# Collected data
▽
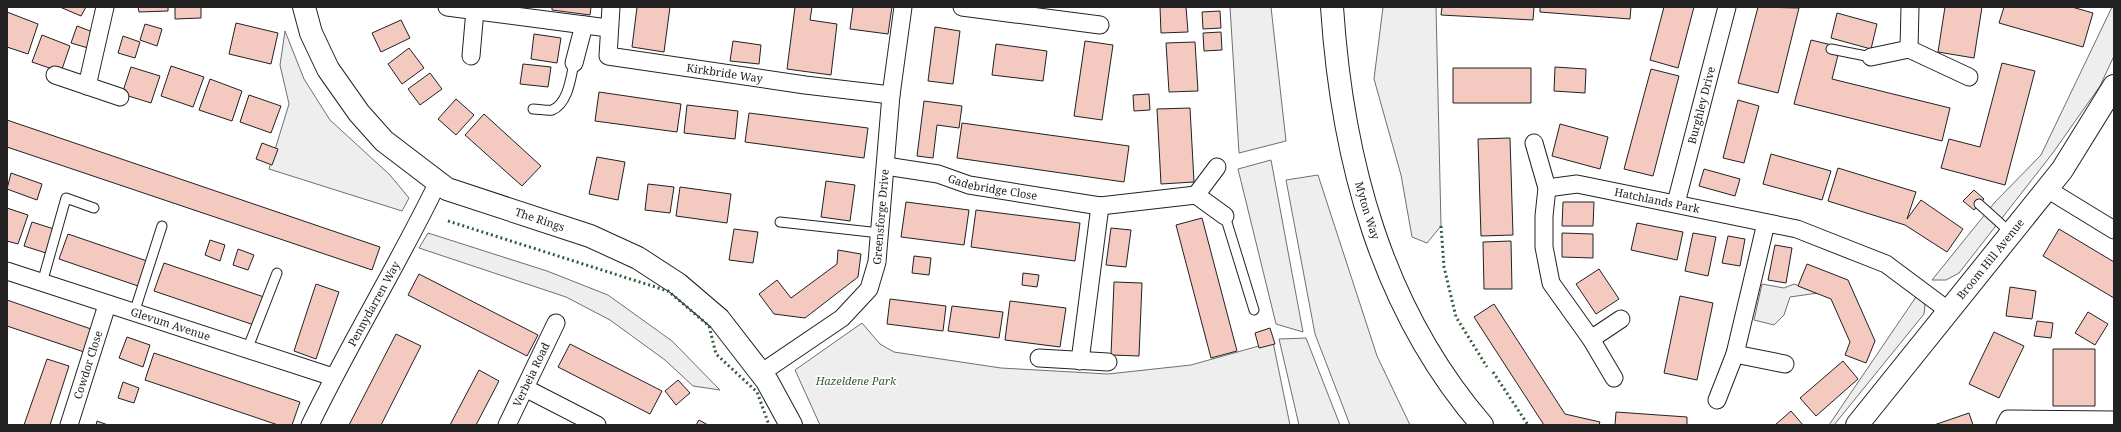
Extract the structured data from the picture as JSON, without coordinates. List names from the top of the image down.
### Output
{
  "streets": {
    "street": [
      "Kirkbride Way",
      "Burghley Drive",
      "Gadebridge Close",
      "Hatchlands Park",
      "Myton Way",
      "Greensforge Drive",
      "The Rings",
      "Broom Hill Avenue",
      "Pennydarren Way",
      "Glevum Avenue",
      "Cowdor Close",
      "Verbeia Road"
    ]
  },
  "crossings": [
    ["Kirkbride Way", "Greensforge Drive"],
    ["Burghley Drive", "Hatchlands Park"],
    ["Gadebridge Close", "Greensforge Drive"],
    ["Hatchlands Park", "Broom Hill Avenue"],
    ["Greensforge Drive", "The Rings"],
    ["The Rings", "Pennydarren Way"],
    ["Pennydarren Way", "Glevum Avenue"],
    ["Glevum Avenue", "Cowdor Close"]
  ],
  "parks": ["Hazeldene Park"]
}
△
# HOW TO COMPLETE THIS TASK
When you return the records, keep every word unchanged and drop the pictures.

# EXERCISE SOLUTION
Extract the structured data from the picture as JSON, without coordinates. List names from the top of the image down.
### Output
{
  "streets": {
    "street": [
      "Kirkbride Way",
      "Burghley Drive",
      "Gadebridge Close",
      "Hatchlands Park",
      "Myton Way",
      "Greensforge Drive",
      "The Rings",
      "Broom Hill Avenue",
      "Pennydarren Way",
      "Glevum Avenue",
      "Cowdor Close",
      "Verbeia Road"
    ]
  },
  "crossings": [
    ["Kirkbride Way", "Greensforge Drive"],
    ["Burghley Drive", "Hatchlands Park"],
    ["Gadebridge Close", "Greensforge Drive"],
    ["Hatchlands Park", "Broom Hill Avenue"],
    ["Greensforge Drive", "The Rings"],
    ["The Rings", "Pennydarren Way"],
    ["Pennydarren Way", "Glevum Avenue"],
    ["Glevum Avenue", "Cowdor Close"]
  ],
  "parks": ["Hazeldene Park"]
}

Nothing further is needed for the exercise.